Elucidamos também que com isso nem sequer se apura o total dos vencimentos da dívida de curto prazo. As negociações com o FMI ainda estarão pendentes pelos 49.000 milhões de dólares que se deve. E incontáveis vencimentos de outros títulos, com legislação local ou das províncias, que não entraram nessa negociação.

Entendemos que existam muitíssimos companheiros que receberam com expectativa o que disse o presidente Fernández.

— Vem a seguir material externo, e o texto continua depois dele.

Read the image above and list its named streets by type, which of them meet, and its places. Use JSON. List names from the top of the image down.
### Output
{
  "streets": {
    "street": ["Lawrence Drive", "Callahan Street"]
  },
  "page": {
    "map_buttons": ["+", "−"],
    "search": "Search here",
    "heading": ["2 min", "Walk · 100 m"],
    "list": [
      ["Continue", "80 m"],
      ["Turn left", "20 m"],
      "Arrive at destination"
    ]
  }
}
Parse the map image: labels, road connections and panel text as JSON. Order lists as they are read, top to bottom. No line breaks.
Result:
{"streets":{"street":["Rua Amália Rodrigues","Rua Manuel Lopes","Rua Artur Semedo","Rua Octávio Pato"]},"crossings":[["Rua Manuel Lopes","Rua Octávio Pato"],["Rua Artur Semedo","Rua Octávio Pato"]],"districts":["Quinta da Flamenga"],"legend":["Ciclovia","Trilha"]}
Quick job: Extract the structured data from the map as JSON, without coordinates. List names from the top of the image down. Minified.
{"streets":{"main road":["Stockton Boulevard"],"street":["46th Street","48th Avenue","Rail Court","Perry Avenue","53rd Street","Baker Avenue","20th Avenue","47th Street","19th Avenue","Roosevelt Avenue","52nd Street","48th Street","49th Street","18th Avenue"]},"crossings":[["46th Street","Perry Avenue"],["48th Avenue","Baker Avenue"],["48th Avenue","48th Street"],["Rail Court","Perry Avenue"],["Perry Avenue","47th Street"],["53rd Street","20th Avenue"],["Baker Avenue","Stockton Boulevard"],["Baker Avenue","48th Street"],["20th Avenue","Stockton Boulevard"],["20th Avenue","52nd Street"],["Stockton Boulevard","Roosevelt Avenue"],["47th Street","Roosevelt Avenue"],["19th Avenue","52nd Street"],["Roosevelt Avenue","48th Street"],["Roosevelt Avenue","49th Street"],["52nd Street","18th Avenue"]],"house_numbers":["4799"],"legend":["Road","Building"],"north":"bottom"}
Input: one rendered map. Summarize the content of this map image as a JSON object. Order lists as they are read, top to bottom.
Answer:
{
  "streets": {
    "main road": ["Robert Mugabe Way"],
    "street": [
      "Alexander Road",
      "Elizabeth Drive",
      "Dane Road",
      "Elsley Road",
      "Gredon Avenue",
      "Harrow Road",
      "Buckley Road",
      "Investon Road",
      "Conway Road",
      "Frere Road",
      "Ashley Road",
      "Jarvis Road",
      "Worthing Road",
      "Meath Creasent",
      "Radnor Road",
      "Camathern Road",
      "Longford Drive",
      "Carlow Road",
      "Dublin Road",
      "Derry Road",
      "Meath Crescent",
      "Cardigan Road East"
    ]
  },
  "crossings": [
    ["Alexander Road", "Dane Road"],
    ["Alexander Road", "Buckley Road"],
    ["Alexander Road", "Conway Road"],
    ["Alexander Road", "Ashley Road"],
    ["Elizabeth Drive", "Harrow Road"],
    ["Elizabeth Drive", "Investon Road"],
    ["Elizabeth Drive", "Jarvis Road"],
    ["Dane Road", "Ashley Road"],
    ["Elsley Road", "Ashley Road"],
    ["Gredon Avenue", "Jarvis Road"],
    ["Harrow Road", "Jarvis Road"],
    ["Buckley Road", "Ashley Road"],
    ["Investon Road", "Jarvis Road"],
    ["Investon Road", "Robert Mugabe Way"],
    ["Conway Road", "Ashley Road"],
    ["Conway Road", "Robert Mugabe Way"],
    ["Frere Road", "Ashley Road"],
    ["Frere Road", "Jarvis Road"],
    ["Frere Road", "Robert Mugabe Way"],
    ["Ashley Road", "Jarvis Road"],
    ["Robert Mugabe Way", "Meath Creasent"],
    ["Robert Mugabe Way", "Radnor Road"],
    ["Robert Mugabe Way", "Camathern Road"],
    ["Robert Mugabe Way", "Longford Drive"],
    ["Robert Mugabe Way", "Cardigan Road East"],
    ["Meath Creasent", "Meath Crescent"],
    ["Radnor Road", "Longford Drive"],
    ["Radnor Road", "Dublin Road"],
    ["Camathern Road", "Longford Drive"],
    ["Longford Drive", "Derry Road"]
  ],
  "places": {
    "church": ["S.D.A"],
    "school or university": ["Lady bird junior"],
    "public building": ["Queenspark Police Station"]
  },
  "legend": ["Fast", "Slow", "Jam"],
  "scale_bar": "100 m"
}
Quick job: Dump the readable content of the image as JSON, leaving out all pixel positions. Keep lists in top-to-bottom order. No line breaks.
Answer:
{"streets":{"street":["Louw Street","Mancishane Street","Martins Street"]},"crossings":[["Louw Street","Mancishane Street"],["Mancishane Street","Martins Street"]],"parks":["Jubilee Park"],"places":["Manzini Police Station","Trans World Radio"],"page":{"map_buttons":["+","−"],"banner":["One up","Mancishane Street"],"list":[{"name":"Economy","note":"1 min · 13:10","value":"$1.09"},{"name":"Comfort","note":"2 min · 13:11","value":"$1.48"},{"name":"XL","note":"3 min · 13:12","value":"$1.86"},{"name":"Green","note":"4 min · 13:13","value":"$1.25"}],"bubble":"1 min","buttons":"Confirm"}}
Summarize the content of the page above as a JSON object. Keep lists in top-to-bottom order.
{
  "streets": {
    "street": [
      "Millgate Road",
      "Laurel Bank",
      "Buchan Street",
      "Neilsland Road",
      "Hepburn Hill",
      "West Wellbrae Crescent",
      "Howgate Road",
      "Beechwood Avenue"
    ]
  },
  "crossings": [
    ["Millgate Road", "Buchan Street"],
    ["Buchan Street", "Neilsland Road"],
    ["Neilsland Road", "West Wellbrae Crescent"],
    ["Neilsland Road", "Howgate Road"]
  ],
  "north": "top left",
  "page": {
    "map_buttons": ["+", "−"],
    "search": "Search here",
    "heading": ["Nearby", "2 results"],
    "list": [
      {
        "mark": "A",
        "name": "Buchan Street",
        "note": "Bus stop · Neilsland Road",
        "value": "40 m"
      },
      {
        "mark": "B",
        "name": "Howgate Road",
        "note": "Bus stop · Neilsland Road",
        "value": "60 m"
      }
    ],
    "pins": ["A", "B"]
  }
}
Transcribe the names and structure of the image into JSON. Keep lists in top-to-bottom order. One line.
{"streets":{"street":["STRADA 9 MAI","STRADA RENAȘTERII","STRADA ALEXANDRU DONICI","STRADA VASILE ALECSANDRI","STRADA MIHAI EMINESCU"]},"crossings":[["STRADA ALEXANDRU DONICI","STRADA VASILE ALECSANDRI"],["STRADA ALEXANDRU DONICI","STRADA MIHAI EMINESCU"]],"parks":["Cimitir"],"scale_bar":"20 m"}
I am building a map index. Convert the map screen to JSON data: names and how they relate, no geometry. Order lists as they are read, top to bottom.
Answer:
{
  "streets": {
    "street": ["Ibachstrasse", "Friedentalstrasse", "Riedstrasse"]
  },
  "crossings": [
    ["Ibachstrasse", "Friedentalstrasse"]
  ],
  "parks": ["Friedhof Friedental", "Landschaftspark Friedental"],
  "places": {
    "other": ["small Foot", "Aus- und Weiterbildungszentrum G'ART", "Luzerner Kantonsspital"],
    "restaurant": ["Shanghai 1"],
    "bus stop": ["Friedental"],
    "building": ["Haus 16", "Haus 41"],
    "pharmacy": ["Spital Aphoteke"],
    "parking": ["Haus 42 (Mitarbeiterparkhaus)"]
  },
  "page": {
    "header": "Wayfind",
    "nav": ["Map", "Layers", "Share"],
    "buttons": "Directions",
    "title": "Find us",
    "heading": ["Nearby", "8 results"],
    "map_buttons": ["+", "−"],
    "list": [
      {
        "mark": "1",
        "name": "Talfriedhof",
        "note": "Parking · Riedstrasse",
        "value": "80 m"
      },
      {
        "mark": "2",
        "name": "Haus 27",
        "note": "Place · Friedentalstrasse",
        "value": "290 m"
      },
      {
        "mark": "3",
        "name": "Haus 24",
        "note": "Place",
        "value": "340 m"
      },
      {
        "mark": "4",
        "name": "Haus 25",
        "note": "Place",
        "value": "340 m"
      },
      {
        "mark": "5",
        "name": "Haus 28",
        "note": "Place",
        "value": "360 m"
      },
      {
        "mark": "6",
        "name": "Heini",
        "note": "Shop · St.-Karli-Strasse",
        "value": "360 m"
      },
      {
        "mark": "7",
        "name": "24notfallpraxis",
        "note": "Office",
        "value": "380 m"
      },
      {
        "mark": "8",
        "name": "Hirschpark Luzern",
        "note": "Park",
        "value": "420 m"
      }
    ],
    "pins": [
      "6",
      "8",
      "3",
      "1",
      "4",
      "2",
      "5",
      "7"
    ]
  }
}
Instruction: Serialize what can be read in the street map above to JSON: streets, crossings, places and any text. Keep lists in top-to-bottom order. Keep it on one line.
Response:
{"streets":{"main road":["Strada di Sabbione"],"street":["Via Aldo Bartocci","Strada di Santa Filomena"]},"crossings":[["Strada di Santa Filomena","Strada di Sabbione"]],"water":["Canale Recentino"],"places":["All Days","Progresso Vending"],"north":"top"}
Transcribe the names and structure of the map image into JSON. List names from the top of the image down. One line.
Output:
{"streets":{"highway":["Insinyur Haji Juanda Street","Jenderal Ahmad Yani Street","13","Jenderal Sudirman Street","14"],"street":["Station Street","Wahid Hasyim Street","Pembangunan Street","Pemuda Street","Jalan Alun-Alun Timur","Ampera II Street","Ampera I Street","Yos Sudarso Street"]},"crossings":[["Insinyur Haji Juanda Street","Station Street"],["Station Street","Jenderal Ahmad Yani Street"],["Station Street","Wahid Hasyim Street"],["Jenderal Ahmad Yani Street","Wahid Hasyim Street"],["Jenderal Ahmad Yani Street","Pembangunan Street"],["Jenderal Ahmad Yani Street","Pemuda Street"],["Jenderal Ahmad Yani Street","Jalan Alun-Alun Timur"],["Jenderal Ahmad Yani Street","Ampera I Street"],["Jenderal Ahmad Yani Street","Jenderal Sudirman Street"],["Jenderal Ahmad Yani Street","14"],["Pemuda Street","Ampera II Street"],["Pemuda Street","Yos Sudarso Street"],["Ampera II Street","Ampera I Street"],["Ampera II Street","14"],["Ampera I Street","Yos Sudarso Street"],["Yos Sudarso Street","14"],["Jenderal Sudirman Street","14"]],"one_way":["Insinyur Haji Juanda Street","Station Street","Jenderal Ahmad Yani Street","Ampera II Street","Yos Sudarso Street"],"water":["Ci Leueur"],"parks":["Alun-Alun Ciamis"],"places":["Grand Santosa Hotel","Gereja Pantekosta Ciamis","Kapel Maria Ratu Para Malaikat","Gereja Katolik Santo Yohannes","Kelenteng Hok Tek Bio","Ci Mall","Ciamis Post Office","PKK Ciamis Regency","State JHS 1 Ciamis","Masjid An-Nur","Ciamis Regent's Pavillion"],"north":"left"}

Concordamos que vejam com bons olhos a proposta de que o dinheiro durante a emergência deve ir para a saúde, ou para resolver a crise social, e não para os polvos dos credores. Mas, lamentavelmente, temos que advertir que estamos diante de um novo processo de “renegociação” ao estilo dos muitos que já vimos nos anos anteriores. E que, ao final, o que termina acontecendo é que a dívida externa segue crescendo e cada vez terminamos pagando mais.

Por isso temos que insistir no que sempre defendemos desde a esquerda: não há saída sem declarar o não pagamento da dívida. Estamos diante de uma oportunidade imprescindível para, devido à emergência, deixar efetivamente de pagar, tanto aos polvos dos credores privados como também ao FMI, que virá por “seus” 49.000 milhões de dólares. A dívida é não só ilegal, mas também imensamente imoral, mais ainda nestes tempos de pandemia.